Saved data entries:
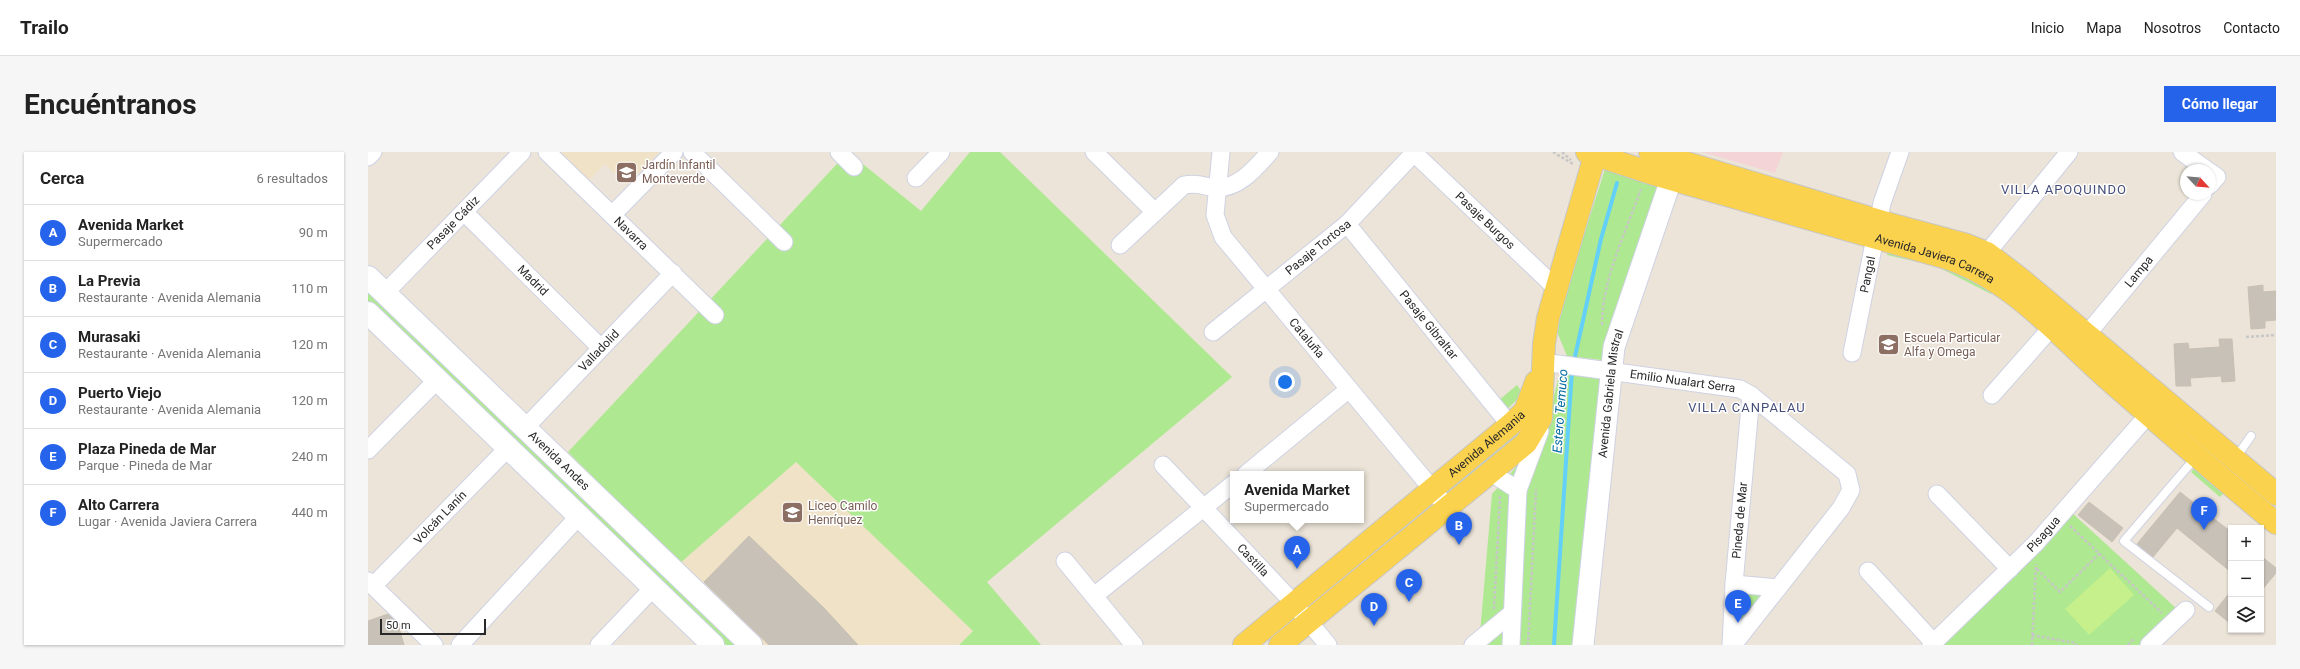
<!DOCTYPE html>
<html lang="es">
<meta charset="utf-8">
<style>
body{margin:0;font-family:Roboto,sans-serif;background:#f6f6f6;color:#222}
.controls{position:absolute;right:12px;bottom:12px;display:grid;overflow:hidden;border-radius:0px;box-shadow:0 1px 3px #0004}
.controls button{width:36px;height:36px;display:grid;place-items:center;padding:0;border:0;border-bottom:1px solid #e0e0e0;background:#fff;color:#222;font:20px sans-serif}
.compass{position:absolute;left:1812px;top:12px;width:36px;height:36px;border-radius:50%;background:#fff;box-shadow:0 1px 3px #0004;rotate:116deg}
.scale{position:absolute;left:12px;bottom:10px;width:106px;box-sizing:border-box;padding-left:4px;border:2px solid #282828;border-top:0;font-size:11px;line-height:14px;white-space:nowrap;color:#282828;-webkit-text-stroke:3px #fff;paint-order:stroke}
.you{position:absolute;left:917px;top:230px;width:14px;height:14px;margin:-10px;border:3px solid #fff;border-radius:50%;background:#1a73e8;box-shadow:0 0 0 6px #1a73e833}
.badge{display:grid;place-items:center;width:26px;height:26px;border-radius:50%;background:#2563eb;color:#fff;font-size:13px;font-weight:700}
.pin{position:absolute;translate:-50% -33px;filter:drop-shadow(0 1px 2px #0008)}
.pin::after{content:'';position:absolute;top:21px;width:14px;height:12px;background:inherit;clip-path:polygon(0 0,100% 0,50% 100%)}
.popup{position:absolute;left:862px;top:319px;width:134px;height:52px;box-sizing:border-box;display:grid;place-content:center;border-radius:0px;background:#fff;filter:drop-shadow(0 1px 3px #0005);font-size:13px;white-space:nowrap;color:#767676}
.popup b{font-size:15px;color:#222}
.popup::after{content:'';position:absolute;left:50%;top:100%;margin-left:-8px;border:8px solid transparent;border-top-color:#fff}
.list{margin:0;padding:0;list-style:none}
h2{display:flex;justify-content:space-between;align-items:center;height:52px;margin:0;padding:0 16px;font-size:17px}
h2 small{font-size:13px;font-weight:400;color:#767676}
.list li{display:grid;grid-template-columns:26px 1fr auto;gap:12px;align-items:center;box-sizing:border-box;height:56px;padding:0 16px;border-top:1px solid #e0e0e0}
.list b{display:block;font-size:15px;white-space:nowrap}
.list p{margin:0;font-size:13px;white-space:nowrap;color:#767676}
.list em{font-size:13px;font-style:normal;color:#767676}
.icon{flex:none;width:22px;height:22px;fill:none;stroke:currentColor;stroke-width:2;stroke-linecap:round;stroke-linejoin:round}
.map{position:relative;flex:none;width:1908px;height:493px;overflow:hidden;border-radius:0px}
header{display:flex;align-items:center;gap:24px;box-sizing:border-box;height:56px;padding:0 20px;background:#fff;border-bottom:1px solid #e0e0e0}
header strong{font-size:19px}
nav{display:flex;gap:22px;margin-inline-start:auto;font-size:14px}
.intro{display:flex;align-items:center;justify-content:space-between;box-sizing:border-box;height:96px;padding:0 24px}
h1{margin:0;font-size:28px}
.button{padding:10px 18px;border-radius:0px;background:#2563eb;color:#fff;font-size:14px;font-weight:700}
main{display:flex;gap:24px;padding:0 24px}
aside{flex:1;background:#fff;border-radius:0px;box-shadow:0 1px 3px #0004}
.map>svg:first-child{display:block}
</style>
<header>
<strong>Trailo</strong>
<nav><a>Inicio</a><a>Mapa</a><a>Nosotros</a><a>Contacto</a></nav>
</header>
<div class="intro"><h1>Encuéntranos</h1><a class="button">Cómo llegar</a></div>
<main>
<aside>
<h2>Cerca<small>6 resultados</small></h2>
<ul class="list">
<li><span class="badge">A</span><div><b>Avenida Market</b><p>Supermercado</p></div><em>90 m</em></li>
<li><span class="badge">B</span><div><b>La Previa</b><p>Restaurante · Avenida Alemania</p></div><em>110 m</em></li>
<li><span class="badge">C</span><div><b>Murasaki</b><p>Restaurante · Avenida Alemania</p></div><em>120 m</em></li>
<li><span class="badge">D</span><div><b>Puerto Viejo</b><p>Restaurante · Avenida Alemania</p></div><em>120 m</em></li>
<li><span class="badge">E</span><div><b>Plaza Pineda de Mar</b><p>Parque · Pineda de Mar</p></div><em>240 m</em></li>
<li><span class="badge">F</span><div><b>Alto Carrera</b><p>Lugar · Avenida Javiera Carrera</p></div><em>440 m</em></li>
</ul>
</aside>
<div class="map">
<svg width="1908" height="493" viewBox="0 0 1908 493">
<rect width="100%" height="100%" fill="#ece4d8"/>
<g fill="#f0e2c6">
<polygon points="191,0 291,0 259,33 237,12 221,28"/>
<polygon points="428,310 605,479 591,493 397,493 311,412"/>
</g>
<polygon fill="#f4d4d6" points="1334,0 1415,0 1407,21"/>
<g fill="#aee890">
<polygon points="480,0 553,59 602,0 632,0 864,225 619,430 673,493 591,493 605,479 428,310 311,412 200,300"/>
<polygon points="1238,14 1291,31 1234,208 1199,204 1190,182 1191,162"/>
<polygon points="1521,97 1574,110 1629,137 1623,142 1568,114 1519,103"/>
<polygon points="0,135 370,493 358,493 0,152"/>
<polygon points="1198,221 1237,226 1207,493 1111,493 1124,342 1176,284 1190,228"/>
<polygon points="1149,233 1155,242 1137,259 1130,249"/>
<polygon points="1160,269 1148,288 1079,346 1072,337"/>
<polygon points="1829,313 1858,339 1852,345 1823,320"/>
<polygon points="1702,359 1810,458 1773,493 1571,493"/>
<polygon points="1370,440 1398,442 1365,482"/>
</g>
<polygon fill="#c5f08b" points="1742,416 1766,443 1721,483 1697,457"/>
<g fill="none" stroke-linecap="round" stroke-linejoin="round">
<g stroke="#62d0f8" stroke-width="4">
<polyline points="1206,209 1233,87 1249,31"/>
<polyline points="1186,493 1204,218"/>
</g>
</g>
<g fill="#c7c1b8" stroke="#c7c0b2">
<polygon points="1895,133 1895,140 1908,139 1908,168 1897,169 1897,176 1883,177 1880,135"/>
<polygon points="1851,187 1864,187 1867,229 1854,230 1853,224 1822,226 1823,234 1808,234 1806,192 1820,191 1821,197 1852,195"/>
<polygon points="1812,340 1863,380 1863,420 1809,376 1785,405 1769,392"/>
<polygon points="1721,350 1755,376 1744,390 1710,363"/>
<polygon points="381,384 456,456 490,493 401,493 336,430"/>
<polygon points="1893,404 1908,416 1908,421 1893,439"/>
<polygon points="1863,439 1863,472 1847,459"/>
<polygon points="20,462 30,472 36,493 0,493 0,469"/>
</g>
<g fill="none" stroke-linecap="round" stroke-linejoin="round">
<defs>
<g id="service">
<polyline points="1828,305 1756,389 1841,455"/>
<polyline points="1867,307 1883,284"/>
</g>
<g id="minor">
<path id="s1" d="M179 0 347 163"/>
<polyline points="324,0 416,90"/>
<polyline points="471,0 486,15"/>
<polyline points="726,0 787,60"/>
<path id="s2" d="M853 0 847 63 855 85 1079 355"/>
<polyline points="1814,0 1839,18"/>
<polyline points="0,5 5,0"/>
<polyline points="1842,20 1849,25 1842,33"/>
<polyline points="548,26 573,0"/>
<path id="s3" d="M96 60 233 196"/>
<polyline points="244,63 306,0"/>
<path id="s4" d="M979 72 1142 273"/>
<path d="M752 93 816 33C832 30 836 35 849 36 872 36 888 15 902 0"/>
<polyline points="1619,101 1701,0"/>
<path id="s5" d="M17 141 154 0"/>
<path id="s6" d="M845 180 979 72 1046 1 1188 136"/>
<path id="s7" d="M1711 192 1835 42"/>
<path id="s8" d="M1484 201 1514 51 1532 0"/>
<path id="s9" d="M1175 210 1372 237 1383 243 1479 322 1483 338 1473 356 1365 493"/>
<polyline points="1624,243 1683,176"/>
<path id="s10" d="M157 276 305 121"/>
<polyline points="0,298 69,228"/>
<path id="s11" d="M795 313 920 445 960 493"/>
<polyline points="1122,320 1150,338"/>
<polyline points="878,322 981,237"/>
<polyline points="1569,342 1642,417"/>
<polyline points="697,409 766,493"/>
<polyline points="1500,419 1566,491"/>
<polyline points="0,429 66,493"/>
<polyline points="1366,432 1410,436"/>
<path id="s12" d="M5 434 140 296"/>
<polyline points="726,444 865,332"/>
<polyline points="92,493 211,364"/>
<polyline points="231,493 285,436"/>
<polyline points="1105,493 1144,461"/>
<polyline points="1143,493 1150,338 1172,279"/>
<path id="s13" d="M1363 493 1366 432 1383 243"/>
<path id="s14" d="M1563 493 1668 391 1780 263"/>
<polyline points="1781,493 1818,458"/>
</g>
<g id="tertiary">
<path id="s15" d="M1215 493 1246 195 1309 10"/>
</g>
<g id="secondary">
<path id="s16" d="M0 125 383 493"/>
<polyline points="0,161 345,493"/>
</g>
<g id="primary">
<path id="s17" d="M1219 0 1292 24 1575 105C1642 125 1691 184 1742 229 1797 277 1852 325 1908 371"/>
<polyline points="1282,0 1522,72 1596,92 1619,101 1654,128 1908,342"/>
<path id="s18" d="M876 493 1142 273 1157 259 1168 230"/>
<polyline points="912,493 1158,291 1173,266 1176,192 1180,166 1227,3"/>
</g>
</defs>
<use href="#service" stroke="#ced2e3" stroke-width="10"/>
<use href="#minor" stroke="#ced2e3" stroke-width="19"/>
<use href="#tertiary" stroke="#ced2e3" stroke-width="23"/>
<use href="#secondary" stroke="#ced2e3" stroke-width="24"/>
<use href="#primary" stroke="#c7c7c7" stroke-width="24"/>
<g stroke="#c7c7c7" stroke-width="2.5" stroke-dasharray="3 2" stroke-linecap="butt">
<polyline points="1185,0 1205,12"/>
<polyline points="1194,0 1203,8"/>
<path d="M1234 173C1234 127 1258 80 1273 37"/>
<polyline points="1878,185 1908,183"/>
<polyline points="1702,374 1794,461"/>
<polyline points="1669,417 1692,440 1732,401"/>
<polyline points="1126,457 1132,344"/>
<polyline points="1664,483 1707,491 1709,493"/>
<polyline points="1160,493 1168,337"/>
<polyline points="1664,493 1668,412"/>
<polyline points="1760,493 1767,486"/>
</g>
<use href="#service" stroke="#fff" stroke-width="8"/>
<use href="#minor" stroke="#fff" stroke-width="17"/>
<use href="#tertiary" stroke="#fff" stroke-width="21"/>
<use href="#secondary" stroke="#fff" stroke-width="22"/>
<use href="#primary" stroke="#fbd24e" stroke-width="22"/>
</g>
<defs>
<symbol id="school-square" viewBox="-11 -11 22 22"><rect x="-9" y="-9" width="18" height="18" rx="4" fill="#8d6e63" stroke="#fff"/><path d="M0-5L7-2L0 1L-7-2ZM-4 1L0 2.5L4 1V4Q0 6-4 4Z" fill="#fff"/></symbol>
</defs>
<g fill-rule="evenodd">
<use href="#school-square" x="246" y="8" width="25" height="25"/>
<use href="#school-square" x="1508" y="180" width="25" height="25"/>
<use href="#school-square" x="412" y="348" width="25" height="25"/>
</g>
<g text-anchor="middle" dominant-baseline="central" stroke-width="3" stroke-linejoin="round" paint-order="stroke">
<g font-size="12" fill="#785e54" stroke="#fff" text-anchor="start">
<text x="274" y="13">Jardín Infantil<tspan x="274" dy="14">Monteverde</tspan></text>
<text x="1536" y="186">Escuela Particular<tspan x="1536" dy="14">Alfa y Omega</tspan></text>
<text x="440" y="354">Liceo Camilo<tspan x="440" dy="14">Henríquez</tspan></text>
</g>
<g font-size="12" fill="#282828" stroke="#fff">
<text stroke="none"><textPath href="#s6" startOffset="368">Pasaje Burgos</textPath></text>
<text stroke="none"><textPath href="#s5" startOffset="98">Pasaje Cádiz</textPath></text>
<text stroke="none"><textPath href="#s1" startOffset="117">Navarra</textPath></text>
<text stroke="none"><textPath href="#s6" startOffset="135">Pasaje Tortosa</textPath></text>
<text stroke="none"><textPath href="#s17" startOffset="364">Avenida Javiera Carrera</textPath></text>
<text stroke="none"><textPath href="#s7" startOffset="94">Lampa</textPath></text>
<text stroke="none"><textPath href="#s8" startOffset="80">Pangal</textPath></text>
<text stroke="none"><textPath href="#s3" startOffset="97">Madrid</textPath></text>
<text stroke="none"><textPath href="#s4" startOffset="130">Pasaje Gibraltar</textPath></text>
<text stroke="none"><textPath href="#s2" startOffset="218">Cataluña</textPath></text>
<text stroke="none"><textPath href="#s10" startOffset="107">Valladolid</textPath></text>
<text stroke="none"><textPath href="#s9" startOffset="141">Emilio Nualart Serra</textPath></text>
<text stroke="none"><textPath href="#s15" startOffset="253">Avenida Gabriela Mistral</textPath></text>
<text stroke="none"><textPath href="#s18" startOffset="315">Avenida Alemania</textPath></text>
<text stroke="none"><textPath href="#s16" startOffset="265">Avenida Andes</textPath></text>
<text stroke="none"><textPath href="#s12" startOffset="96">Volcán Lanín</textPath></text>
<text stroke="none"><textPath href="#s13" startOffset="125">Pineda de Mar</textPath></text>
<text stroke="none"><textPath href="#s14" startOffset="158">Pisagua</textPath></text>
<text stroke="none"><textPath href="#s11" startOffset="131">Castilla</textPath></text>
</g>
<g font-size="13" letter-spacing="1" fill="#464f7c" stroke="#fff">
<text x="1696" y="37">VILLA APOQUINDO</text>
<text x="1379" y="255">VILLA CANPALAU</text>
</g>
<g font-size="13" font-style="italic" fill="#036ba2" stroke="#fff">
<text transform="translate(1192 259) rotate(-86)">Estero Temuco</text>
</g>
</g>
</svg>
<div class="controls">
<button>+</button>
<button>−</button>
<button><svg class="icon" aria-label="layers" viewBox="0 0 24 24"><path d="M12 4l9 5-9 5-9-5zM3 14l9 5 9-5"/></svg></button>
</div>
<svg class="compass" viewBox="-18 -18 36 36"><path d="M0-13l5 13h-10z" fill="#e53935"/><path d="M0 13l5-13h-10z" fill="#767676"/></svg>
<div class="scale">50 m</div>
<div class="you"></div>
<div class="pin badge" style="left:929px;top:417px">A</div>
<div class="popup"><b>Avenida Market</b>Supermercado</div>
<div class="pin badge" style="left:1091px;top:393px">B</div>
<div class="pin badge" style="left:1041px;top:450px">C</div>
<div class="pin badge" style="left:1006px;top:474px">D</div>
<div class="pin badge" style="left:1370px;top:471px">E</div>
<div class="pin badge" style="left:1836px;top:378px">F</div>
</div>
</main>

Exercise requirements: Write down how many lines of the data above carry the word "drop". Nothing else belongs in the answer.

Expected output: 2